2015–2016: Funding applications, ethical approvals, EDC system development, monitoring plan development, and clinical staff training.

2016–2019: Patient recruitment.

2019: Data analysis and writing and submission of the main manuscript for publication.

This trial was developed and will be conducted in collaboration with all participating sites. The web-based randomization system and the system for allocation were developed and will be administered by the Clinical Research Support Center, the University of Tokyo Hospital.

Two premature RCTs [3, 4] and one propensity matching analysis [14], which was performed at a single center, have been published on investigations of whether early colonoscopy improved identification rates of SRH and clinical outcomes. One of the RCTs, an open-label trial by an American study group [3], compared early and elective colonoscopy in 100 ALGIB patients and reported that early colonoscopy had a higher identification of SRH than that with elective colonoscopy, although it did not improve clinical outcomes, including rebleeding, transfusion, and mortality. In contrast, the second RCT, an open-label trial by another American study group [4], compared early and elective colonoscopy in 72 ALGIB patients and reported no difference in identification rate of SRH, rebleeding, transfusion, or length of stay. However, both trials were terminated before reaching the originally planned sample size and were unable to demonstrate the superiority of early colonoscopy. In the study involving propensity matching analysis, we performed the largest retrospective propensity-score-matched analysis to compare identification rates of SRH and clinical outcomes (including success of endoscopic hemostasis, 30-day rebleeding, and length of stay) between early and elective colonoscopy [14]. Early colonoscopy was associated with a higher identification rate of SRH (26%) compared with elective colonoscopy (9%), as well as with a higher success rate for endoscopic hemostasis and shorter length of stay; however, the significance of the findings were limited by unmeasured confounders. These findings further highlighted the need for a multicenter RCT to determine the benefits and risks of early colonoscopy in ALGIB.

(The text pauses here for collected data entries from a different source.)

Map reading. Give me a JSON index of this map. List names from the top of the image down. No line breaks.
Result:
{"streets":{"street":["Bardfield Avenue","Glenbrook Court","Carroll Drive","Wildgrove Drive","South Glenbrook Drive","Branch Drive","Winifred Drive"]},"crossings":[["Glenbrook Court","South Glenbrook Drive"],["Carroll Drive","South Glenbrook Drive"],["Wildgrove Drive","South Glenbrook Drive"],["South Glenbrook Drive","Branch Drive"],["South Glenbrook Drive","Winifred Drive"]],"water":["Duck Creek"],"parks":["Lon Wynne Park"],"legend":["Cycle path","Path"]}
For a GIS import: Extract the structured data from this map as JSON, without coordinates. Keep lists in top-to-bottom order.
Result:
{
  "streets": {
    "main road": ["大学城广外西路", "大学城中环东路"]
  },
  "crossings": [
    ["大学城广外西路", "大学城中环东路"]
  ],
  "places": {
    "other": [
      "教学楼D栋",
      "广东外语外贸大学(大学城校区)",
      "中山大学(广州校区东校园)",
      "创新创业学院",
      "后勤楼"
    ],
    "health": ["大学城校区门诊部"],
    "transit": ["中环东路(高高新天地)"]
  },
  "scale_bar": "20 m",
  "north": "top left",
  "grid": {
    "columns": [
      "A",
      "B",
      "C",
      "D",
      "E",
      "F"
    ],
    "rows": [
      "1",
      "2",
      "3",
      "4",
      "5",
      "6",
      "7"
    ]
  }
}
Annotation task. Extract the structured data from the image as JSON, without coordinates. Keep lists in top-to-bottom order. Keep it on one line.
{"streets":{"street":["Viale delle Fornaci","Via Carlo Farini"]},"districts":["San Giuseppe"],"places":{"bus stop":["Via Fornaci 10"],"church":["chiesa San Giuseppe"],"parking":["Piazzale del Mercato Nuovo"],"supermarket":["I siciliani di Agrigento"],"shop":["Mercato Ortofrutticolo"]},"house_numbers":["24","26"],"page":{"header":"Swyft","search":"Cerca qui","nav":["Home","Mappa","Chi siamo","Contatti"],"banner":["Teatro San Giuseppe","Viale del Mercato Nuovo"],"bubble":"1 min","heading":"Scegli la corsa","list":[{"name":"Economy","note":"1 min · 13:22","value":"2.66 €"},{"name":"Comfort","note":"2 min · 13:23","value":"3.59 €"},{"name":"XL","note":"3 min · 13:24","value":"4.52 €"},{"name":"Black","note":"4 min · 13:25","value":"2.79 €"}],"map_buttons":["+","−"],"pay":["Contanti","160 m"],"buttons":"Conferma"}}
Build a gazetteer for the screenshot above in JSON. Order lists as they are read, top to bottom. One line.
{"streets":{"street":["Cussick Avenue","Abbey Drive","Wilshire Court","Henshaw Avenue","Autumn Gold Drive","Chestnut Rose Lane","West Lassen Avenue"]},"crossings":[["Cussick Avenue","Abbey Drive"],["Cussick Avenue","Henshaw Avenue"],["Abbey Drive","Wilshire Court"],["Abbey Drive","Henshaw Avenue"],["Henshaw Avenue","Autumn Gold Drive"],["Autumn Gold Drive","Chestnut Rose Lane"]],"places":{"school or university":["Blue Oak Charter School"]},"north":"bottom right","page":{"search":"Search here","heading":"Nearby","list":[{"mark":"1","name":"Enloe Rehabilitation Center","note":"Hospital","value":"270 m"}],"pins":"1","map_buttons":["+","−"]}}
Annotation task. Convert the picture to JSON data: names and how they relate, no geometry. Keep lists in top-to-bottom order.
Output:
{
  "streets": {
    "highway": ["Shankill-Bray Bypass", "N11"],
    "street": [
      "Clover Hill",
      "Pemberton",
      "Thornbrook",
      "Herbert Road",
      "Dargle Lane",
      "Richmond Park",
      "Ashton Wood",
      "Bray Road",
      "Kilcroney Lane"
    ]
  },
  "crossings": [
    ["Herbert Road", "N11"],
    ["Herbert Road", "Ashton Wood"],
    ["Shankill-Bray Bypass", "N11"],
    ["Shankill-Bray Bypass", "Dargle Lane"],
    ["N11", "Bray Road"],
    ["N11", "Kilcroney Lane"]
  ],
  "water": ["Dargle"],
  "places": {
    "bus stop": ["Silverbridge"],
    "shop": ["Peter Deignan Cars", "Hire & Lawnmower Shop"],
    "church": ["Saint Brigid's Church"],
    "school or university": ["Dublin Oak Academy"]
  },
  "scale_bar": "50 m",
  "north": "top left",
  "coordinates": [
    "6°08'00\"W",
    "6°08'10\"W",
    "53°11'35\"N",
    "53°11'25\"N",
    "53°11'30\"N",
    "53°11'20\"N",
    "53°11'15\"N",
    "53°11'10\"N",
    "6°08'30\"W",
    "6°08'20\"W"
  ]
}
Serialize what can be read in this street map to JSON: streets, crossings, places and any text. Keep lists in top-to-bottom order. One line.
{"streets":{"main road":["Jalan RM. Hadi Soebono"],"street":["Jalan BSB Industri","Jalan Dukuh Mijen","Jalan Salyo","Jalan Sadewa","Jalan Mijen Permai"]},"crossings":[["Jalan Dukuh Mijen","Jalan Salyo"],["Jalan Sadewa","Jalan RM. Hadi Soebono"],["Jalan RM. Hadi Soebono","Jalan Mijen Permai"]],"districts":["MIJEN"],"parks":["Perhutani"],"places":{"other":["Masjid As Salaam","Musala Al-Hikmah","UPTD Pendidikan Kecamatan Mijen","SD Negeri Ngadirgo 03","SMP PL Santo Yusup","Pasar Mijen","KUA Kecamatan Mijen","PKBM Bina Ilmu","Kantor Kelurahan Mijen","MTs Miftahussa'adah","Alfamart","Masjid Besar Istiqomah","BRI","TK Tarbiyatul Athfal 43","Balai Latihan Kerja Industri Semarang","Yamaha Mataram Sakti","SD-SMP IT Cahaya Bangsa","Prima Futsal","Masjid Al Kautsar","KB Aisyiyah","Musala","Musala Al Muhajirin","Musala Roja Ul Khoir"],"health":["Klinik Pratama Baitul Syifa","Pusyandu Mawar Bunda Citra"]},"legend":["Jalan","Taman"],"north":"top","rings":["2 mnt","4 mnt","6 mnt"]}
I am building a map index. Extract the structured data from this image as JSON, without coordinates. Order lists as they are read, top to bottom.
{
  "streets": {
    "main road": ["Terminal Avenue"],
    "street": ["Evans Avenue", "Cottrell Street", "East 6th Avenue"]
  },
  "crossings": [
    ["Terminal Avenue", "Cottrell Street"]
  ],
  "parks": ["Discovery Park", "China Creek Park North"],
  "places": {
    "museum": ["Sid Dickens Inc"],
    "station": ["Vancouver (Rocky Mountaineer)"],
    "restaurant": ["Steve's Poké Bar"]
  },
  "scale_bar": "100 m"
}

In this trial, we focus on the identification of SRH as the most important and feasible primary outcome. Although SRH identification may be a surrogate for clinical outcomes such as rebleeding or death, we hypothesized that early colonoscopy increases the identification of SRH and enables adequate endoscopic treatment, leading to fewer cases of rebleeding, less transfusion requirement, and shorter hospital stays [6‐8]. Another reason is sample size – if the sample size calculation were based on a 6% difference in the rate of 30-day rebleeding between early and elective colonoscopy (13% vs. 7%) [14], quite a large sample size of 784 patients (392 per group) would be needed, and conducting RCTs in this situation may be challenging considering that a prior RCT took 6 years to complete in an emergency setting of ALGIB [4].

This trial will build upon collaborations between major hospitals in Japan to deliver a study that may begin to inform the rational use of early colonoscopy for patients admitted with ALGIB. The RCT study design is justified in order to demonstrate that early colonoscopy can be implemented at a hospital-wide level, to reduce contamination between trial interventions, and to aid in the operational aspects of trial delivery. This is ethically acceptable, given that both early and elective colonoscopies are within the realms of normal practice in Japan and that all clinicians have the discretion to perform a colonoscopy in contravention of the policy if they think it is necessary, thereby ensuring patient safety is not compromised. We believe the study may also help inform the wider debate about the use of early colonoscopy.

Open label study.

Together with existing data, the high-quality data provided by this trial will inform clinicians and guideline committee members on the utility of early colonoscopy in ALGIB patients, as well as accumulate evidence for its use in moderate to severe outpatient cases of ALGIB.

Recruitment is planned to end by March 2019.